Personal information
- Born: 8 July 1996 (age 30) Bergamo, Italy

Sport
- Country: Italy
- Sport: Fencing

Medal record
Women's épée
Representing Italy
Mediterranean Games
| Gold medal – first place | 2018 Tarragona | Individual |
| Gold medal – first place | 2026 Taranto | Individual |
| Bronze medal – third place | 2022 Oran | Individual |
Universiade
| Silver medal – second place | 2019 Naples | Team |
| Silver medal – second place | 2021 Chengdu | Team |
| Bronze medal – third place | 2017 Taipei | Individual |
| Bronze medal – third place | 2019 Naples | Individual |

= Roberta Marzani =

Italian fencer (born 1996)

Roberta Marzani (born 8 July 1996) is an Italian fencer. She is a two-time Mediterranean Games gold medalist. She won a bronze medal at the 2019 Summer Universiade.

==Biography==

In 2013 Marzani won an individual bronze medal followed by a team gold medal at the 2013 European Cadet Championships, that took place in Budapest. After her performance in that competition she was selected to represent Italy in the world championship in Porec, Croatia.

In 2014 she won an individual silver medal at the European Youth Championships that was held in Jerusalem, Israel and a bronze medal at the team event. The same year she won a bronze medal at the 2014 Junior World Championships, that was in plovdiv.

In 2015, at the European Junior Championships in Maribor, she won a silver medal at the junior category. In the 2016 European Junior Championships at Novi Sad, she won another individual silver medal in the women's épée.

Between 2016 and 2019, she won a three team gold medals at the Under-23 European Championships respectively in Minsk 2017, Yerevan 2018, and Plovdiv 2019. In the 2019 competition she became European individual under 23 champion. She also won team silver medals at the same time, in Plovdiv 2016 and yerevan 2018. In 2017 she also won her first Italian absolute champion in Gorizia.
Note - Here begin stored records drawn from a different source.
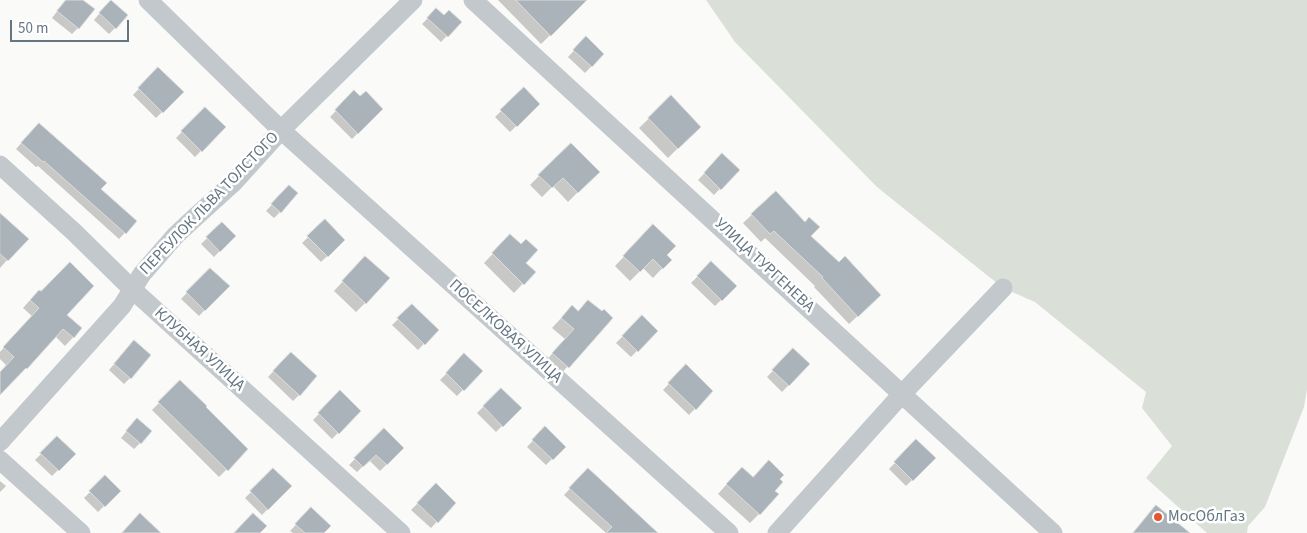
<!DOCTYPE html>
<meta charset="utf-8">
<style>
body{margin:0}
#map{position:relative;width:1307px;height:533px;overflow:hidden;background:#fafaf8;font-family:"Source Sans 3",sans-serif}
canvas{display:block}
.scale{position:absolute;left:10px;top:20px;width:119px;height:22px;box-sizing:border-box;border:2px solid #657683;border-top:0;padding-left:6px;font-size:15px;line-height:18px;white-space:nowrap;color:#657683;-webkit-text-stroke:4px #fff;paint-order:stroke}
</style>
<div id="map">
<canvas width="1307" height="533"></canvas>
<div class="scale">50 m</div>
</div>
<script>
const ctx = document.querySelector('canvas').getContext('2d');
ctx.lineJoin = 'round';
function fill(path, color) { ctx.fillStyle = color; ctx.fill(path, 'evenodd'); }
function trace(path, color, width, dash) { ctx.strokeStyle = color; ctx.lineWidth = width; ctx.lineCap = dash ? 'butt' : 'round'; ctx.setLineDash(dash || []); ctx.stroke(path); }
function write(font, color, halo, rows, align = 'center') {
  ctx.font = font + ' "Source Sans 3",sans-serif'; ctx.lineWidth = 5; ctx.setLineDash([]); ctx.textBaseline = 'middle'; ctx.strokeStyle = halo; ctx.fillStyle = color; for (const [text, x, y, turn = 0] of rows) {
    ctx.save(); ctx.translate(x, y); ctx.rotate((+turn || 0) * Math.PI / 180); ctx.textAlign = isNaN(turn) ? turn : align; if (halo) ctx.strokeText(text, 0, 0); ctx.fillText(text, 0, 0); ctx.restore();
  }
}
fill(new Path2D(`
 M706,0H1307V389L1304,407L1265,507L1248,526L1247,533H1207L1146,478L1172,446L1142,408L1146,392L1035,302L1003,288L877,187L735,42Z`), '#dadfd7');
fill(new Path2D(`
 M66,0H81L78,28L72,34L52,18Z
 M498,0H576L581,5L541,44Z
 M105,7L115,28L109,34L94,20Z
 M436,10L444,17L460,22L441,42L422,24Z
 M586,38L603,54L585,73L568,57Z
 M158,69L182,92L156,118L133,95Z
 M524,89L539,104L510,132L495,117Z
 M354,92L360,98L382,109L352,139L330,117Z
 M671,97L699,127L668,158L639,128Z
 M205,108L224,127L195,157L176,138Z
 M33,130L136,221L119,239L38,166L36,167L16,149Z
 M571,144L598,172L568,202L553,186L542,197L530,185Z
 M722,155L738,170L714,195L698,180Z
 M776,192L810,236L839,263L880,295L849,324L814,287L815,286L765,238L761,242L743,223Z
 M283,193L280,212L274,218L266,211Z
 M0,219L7,260L0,268Z
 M325,221L344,240L321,262L302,243Z
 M222,224L234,236L214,257L201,244Z
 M653,226L666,255L670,260L653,278L643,268L630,281L615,266Z
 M510,236L525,263L534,272L514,293L484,263Z
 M711,263L735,286L715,306L691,283Z
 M356,267L365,303L356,312L334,291Z
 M210,269L228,286L199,316L181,299Z
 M31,299L65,315L81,329L65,346L55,336L26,368L18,376V375L0,393V373L7,366L0,359V352L32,316L23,308Z
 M412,306L437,330L418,350L392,325Z
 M578,312L611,318L559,376L544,363L565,339L552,328L563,316Z
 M642,317L656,331L631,357L616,343Z
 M128,348L130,378L124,384L109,370Z
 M793,350L809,364L782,392L767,377Z
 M465,355L481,371L457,396L440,380Z
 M285,359L299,395L293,401L268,377Z
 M686,366L712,391L689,415L663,390Z
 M180,382L247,449L219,477L152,410Z
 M501,389L520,408L496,432L477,413Z
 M340,392L359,411L332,439L313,420Z
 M131,426L140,443L134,449L121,438Z
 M545,428L564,447L546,465L527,447Z
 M384,430L403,448L380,471L369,460L357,472L349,465Z
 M57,438L74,454L52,476L35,460Z
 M916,441L934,458L906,486L889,469Z
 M273,470L290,486L262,515L245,498Z
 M582,476L648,533H606L564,495Z
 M105,477L119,491L98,512L84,498Z
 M733,477L778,479L774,491L759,514L750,523L718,494Z
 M0,481L6,486L0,492Z
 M436,485L455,503L431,528L411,510Z
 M311,509L322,533H293L290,531Z`), '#0003');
const building = new Path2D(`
 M66,0H83L95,9L79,29L57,11Z
 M111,0L128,15L116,29L99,13Z
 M516,0H587L551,36Z
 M436,8L444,15L449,10L462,22L448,37L427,18Z
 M586,36L604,54L592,67L573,50Z
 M158,67L184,92L163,113L138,88Z
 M524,87L540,104L517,127L500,110Z
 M354,90L360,96L366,91L383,109L358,134L335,110Z
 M671,95L701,127L678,149L648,118Z
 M205,107L226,127L202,152L181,131Z
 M39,123L107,183L101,189L137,221L126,234L44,161L43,162L21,143Z
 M571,143L600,172L578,193L563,178L552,188L538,175Z
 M722,153L740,170L721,190L704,173Z
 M289,185L298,193L281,213L271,204Z
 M776,191L805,222L809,217L820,227L811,236L839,262L845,256L881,295L858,317L822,278L823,277L774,231L770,234L751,214Z
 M0,213L29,239L8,261L0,254Z
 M325,219L345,240L328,257L307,236Z
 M222,222L236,236L220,252L206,237Z
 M653,224L676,246L667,255L672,260L663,269L653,259L640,272L623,256Z
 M510,234L521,244L526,239L538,250L526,263L536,272L524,285L492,253Z
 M365,256L390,278L366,304L342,281Z
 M711,261L737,286L722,301L697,276Z
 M70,262L94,286L67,315L82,328L74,338L63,329L27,369L26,368L0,395V372L14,357L3,347L39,308L30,300L39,290L41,291Z
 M210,268L230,286L205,311L186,292Z
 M588,300L602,311L604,309L613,318L569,368L552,353L574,329L561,318L572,305L578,311Z
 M412,304L439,330L425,345L397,318Z
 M642,315L658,331L638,352L622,336Z
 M134,340L151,355L131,379L114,364Z
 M793,348L810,364L789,386L772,370Z
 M291,352L317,376L300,396L273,371Z
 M464,353L483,371L464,391L446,373Z
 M686,364L713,391L696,410L668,383Z
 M180,380L207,406L206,407L248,449L228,471L158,402Z
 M501,388L522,408L503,427L483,406Z
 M340,390L361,411L339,434L318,413Z
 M137,418L152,431L141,444L126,431Z
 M545,426L566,447L553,460L532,440Z
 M384,428L404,448L387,465L376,455L363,467L354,458Z
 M57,436L76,454L59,471L40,453Z
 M916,439L936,458L913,481L894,462Z
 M769,460L784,475L780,479L783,482L775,491L779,494L760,515L726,484L742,467L753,477Z
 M273,468L292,486L268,510L250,491Z
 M588,468L614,492L658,533H606L612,527L569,488Z
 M105,475L121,491L105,507L89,491Z
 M436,483L456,503L438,523L417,503Z
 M1156,505L1190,533H1133Z
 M311,507L331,526L324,533H305L295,524Z
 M140,513L161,533H122Z
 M253,513L267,526L260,533H234Z`);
fill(building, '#aab3b9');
trace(building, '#dcdcda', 1);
trace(new Path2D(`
 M148,0L281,130L729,533
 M473,0L1053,533
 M0,165L74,232L132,289L401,533
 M0,442L122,306L142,274L175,236L191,221L233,183L281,130L413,0
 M0,460L81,533
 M777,533L902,394L1003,288`), '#c3c8cc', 19);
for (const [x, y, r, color] of [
 [1158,517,5,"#e4572e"]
]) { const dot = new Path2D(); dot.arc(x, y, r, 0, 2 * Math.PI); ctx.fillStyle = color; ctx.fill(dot); trace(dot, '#fff', 2); }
write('16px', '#657683', '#fff', [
 ["ПЕРЕУЛОК ЛЬВА ТОЛСТОГО",210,204,-46],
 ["УЛИЦА ТУРГЕНЕВА",764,266,43],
 ["ПОСЕЛКОВАЯ УЛИЦА",505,332,42],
 ["КЛУБНАЯ УЛИЦА",199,350,42]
]);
write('16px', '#657683', '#fff', [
 ["МосОблГаз",1168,517]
], 'left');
</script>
She moved up to senior category and in 2018 she won an individual bronze at the Military Epee world championship in Nancy. She became Epee champion at the Mediterranean games at Tarragona 2018. In 2021 she won a team gold at the Cassino 2021, later winning one of the bronze medals in the women's individual épée event at the 2022 Mediterranean Games held in Oran, Algeria.